**RECORDS TO USE:**
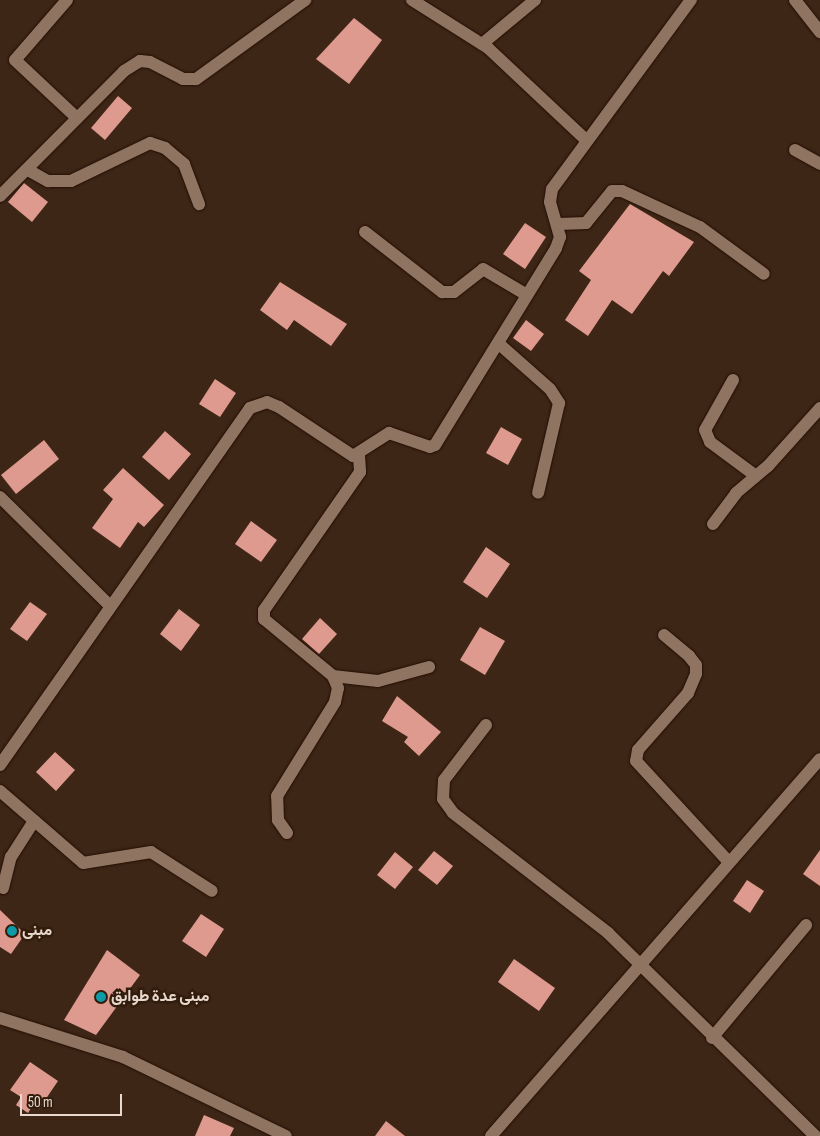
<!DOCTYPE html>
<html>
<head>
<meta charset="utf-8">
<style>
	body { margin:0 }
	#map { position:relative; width:820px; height:1136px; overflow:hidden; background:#3d2616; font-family:"Sofia Sans Condensed",Vazirmatn,sans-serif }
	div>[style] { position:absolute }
	.building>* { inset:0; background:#df9a8f }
	.roads { filter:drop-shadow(0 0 1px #230e01) drop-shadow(0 0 1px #230e01) }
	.minor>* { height:12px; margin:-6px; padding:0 6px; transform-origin:6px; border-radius:6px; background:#907462 }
	.dots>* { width:14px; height:14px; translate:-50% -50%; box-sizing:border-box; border:2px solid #321c0c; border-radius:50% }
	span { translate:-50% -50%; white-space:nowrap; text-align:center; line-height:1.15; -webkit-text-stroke:5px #321c0c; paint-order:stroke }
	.poi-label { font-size:16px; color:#e8d8ce; font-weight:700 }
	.left { translate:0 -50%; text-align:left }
	.scale { position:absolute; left:20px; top:1094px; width:102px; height:22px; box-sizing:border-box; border:2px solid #e8d8ce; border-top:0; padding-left:6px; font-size:15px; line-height:18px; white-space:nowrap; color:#e8d8ce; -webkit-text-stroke:4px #321c0c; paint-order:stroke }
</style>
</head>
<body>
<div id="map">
	<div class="building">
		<i style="clip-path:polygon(354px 18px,382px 40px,349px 84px,316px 59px)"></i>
		<i style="clip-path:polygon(118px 96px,132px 108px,105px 140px,91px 128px)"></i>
		<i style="clip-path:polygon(24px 183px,48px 202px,32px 222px,8px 202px)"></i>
		<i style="clip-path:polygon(630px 204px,694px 242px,669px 276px,663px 271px,632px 314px,612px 300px,588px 336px,565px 320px,591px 280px,579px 271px)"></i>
		<i style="clip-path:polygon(525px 223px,546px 237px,525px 269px,503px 254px)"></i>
		<i style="clip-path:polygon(280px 282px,347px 324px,331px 346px,294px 320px,287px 330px,260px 310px)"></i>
		<i style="clip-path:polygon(526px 320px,544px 334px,531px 351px,513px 338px)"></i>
		<i style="clip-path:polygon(215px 379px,236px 393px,220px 417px,199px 404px)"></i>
		<i style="clip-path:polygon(501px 427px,522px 439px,508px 465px,486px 453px)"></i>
		<i style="clip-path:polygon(165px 431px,191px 454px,169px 480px,142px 457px)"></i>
		<i style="clip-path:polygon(44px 440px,59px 459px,16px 494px,1px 475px)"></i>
		<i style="clip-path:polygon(123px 468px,164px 505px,144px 527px,138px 522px,120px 548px,92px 528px,113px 499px,103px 490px)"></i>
		<i style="clip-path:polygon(251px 521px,277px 540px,261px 562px,235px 544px)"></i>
		<i style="clip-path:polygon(486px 547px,510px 564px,487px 598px,463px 582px)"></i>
		<i style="clip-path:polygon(30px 602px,47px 614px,27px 641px,10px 629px)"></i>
		<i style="clip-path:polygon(179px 609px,200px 625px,181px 651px,160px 634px)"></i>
		<i style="clip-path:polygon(320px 618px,337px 634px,319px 654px,302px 639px)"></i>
		<i style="clip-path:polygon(480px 627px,505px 641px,485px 675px,460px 660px)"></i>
		<i style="clip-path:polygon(397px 696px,441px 732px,419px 756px,404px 742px,408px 737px,382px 721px)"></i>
		<i style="clip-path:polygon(55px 752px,75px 770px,56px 791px,36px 772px)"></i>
		<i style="clip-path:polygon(820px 850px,820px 886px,803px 874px)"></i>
		<i style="clip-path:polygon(434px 851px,453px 866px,437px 885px,418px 870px)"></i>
		<i style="clip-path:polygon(395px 852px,413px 867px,395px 889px,377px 875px)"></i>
		<i style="clip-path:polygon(747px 880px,764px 891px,750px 913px,733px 901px)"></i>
		<i style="clip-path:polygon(0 910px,25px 934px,11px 954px,0 947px)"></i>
		<i style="clip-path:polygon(201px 914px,224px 929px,206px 957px,182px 941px)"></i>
		<i style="clip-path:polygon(107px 950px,140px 975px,96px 1035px,64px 1020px)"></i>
		<i style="clip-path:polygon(514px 959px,555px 988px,539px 1011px,498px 982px)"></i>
		<i style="clip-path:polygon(30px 1062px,58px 1081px,39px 1109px,33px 1105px,28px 1113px,16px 1105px,21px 1097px,10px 1090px)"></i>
		<i style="clip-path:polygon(204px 1115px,234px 1128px,230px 1136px,195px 1136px)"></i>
		<i style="clip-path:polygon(386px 1121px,405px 1136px,375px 1136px)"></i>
	</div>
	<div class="roads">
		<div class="minor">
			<i style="left:67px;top:0;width:79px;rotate:130.9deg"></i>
			<i style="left:15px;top:60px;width:85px;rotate:43.1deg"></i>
			<i style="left:412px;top:0;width:90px;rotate:32.3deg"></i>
			<i style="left:488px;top:48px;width:134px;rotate:43.2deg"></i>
			<i style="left:795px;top:0;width:41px;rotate:52deg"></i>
			<i style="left:482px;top:44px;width:69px;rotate:-39.7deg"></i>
			<i style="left:795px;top:150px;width:29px;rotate:29deg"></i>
			<i style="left:28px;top:170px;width:23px;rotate:29deg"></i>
			<i style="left:48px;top:181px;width:23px"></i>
			<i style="left:71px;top:181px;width:88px;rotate:-25.7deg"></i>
			<i style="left:150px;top:143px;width:16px;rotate:18deg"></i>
			<i style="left:165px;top:148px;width:25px;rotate:40deg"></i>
			<i style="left:184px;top:164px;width:43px;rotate:69.4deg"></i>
			<i style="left:0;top:196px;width:176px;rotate:-45.2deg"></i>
			<i style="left:124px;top:71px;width:19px;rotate:-32deg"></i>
			<i style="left:140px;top:61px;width:10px;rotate:6deg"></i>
			<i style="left:150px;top:62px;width:37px;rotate:27deg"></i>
			<i style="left:183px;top:79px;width:13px"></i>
			<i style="left:196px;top:79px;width:135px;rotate:-35.9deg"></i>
			<i style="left:559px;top:224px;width:27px;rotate:-2deg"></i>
			<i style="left:586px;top:223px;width:41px;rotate:-50.9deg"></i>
			<i style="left:612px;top:191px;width:10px"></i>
			<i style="left:622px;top:191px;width:86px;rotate:24.8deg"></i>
			<i style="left:700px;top:227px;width:79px;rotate:36.3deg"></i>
			<i style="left:365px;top:232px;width:98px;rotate:37.9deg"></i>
			<i style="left:442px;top:292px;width:12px"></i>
			<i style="left:454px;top:292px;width:37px;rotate:-38deg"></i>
			<i style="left:483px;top:269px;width:51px;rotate:30.6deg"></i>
			<i style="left:498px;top:343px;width:69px;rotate:41.5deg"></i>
			<i style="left:550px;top:389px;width:17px;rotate:57deg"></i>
			<i style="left:559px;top:403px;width:92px;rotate:103.1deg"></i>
			<i style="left:733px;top:380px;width:57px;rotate:119.2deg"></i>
			<i style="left:705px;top:430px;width:13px;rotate:67deg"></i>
			<i style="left:710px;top:442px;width:57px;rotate:36.5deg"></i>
			<i style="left:359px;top:456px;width:16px;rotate:86deg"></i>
			<i style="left:360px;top:472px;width:168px;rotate:124.8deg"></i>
			<i style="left:264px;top:610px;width:9px;rotate:90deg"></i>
			<i style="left:264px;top:619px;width:89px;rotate:39.6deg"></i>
			<i style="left:333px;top:676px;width:45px;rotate:6.3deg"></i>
			<i style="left:378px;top:681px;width:53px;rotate:-15.4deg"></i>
			<i style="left:0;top:497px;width:155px;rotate:44.7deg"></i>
			<i style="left:713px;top:524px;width:39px;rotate:-53deg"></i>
			<i style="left:736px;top:493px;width:42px;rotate:-40.2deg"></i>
			<i style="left:768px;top:466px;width:78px;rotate:-48.1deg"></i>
			<i style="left:664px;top:635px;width:33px;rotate:40deg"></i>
			<i style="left:689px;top:656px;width:11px;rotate:52deg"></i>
			<i style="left:696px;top:665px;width:9px;rotate:90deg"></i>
			<i style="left:696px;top:674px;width:21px;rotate:113deg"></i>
			<i style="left:688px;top:693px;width:76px;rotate:131.3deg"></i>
			<i style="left:638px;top:750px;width:11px;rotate:100deg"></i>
			<i style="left:636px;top:761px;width:137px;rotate:47.4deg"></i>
			<i style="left:486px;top:725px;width:69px;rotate:127.4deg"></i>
			<i style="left:444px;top:780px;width:19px;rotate:93deg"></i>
			<i style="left:443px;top:799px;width:17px;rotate:54deg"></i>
			<i style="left:453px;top:813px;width:196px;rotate:37.7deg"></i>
			<i style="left:608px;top:933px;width:290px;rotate:44.4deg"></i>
			<i style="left:0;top:765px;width:436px;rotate:-55deg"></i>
			<i style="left:250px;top:408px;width:18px;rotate:-19deg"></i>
			<i style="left:267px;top:402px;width:13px;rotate:23deg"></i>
			<i style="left:279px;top:407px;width:89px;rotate:33.5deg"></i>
			<i style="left:353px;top:456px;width:43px;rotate:-32.6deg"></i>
			<i style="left:389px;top:433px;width:43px;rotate:18.9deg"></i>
			<i style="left:430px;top:447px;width:5px;rotate:-22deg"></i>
			<i style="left:435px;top:445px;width:231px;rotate:-58.4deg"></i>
			<i style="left:556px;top:248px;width:12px;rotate:-70deg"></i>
			<i style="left:560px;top:237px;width:36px;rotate:-106deg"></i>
			<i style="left:550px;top:202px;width:13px;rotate:-81deg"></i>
			<i style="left:552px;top:189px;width:235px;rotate:-53.7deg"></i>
			<i style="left:0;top:791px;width:110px;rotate:40.9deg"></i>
			<i style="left:83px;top:863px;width:69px;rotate:-9.2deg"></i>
			<i style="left:151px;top:852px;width:72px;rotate:32.6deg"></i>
			<i style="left:287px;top:833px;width:16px;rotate:-125deg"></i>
			<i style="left:278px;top:820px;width:24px;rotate:-92deg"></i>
			<i style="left:277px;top:796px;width:110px;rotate:-58.3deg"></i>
			<i style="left:335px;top:702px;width:14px;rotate:-78deg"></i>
			<i style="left:338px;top:688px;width:13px;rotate:-113deg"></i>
			<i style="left:3px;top:888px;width:32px;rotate:-76deg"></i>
			<i style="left:11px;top:857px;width:43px;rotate:-57.4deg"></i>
			<i style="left:0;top:1018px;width:129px;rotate:17.6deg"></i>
			<i style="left:123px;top:1057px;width:181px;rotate:25.9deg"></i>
			<i style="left:712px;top:1038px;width:147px;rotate:-50.2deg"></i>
			<i style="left:491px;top:1136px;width:500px;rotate:-48.89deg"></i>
		</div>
	</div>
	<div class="dots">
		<i style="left:12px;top:931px;background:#0f9aa8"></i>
		<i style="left:101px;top:997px;background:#0f9aa8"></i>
	</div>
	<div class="poi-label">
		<span class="left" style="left:22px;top:931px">مبنى</span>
		<span class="left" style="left:111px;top:997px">مبنى عدة طوابق</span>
	</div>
	<div class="scale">50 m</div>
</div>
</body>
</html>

**WHAT THE TASK REQUIRES:** Above are the records; copy exactly the lines from the line with "height:12px; margin:-6px; padding:0" through the line with "font-size:16px; color:#e8d8ce; font-weight:700", both included.

**FINISHED EXERCISE:**
	.minor>* { height:12px; margin:-6px; padding:0 6px; transform-origin:6px; border-radius:6px; background:#907462 }
	.dots>* { width:14px; height:14px; translate:-50% -50%; box-sizing:border-box; border:2px solid #321c0c; border-radius:50% }
	span { translate:-50% -50%; white-space:nowrap; text-align:center; line-height:1.15; -webkit-text-stroke:5px #321c0c; paint-order:stroke }
	.poi-label { font-size:16px; color:#e8d8ce; font-weight:700 }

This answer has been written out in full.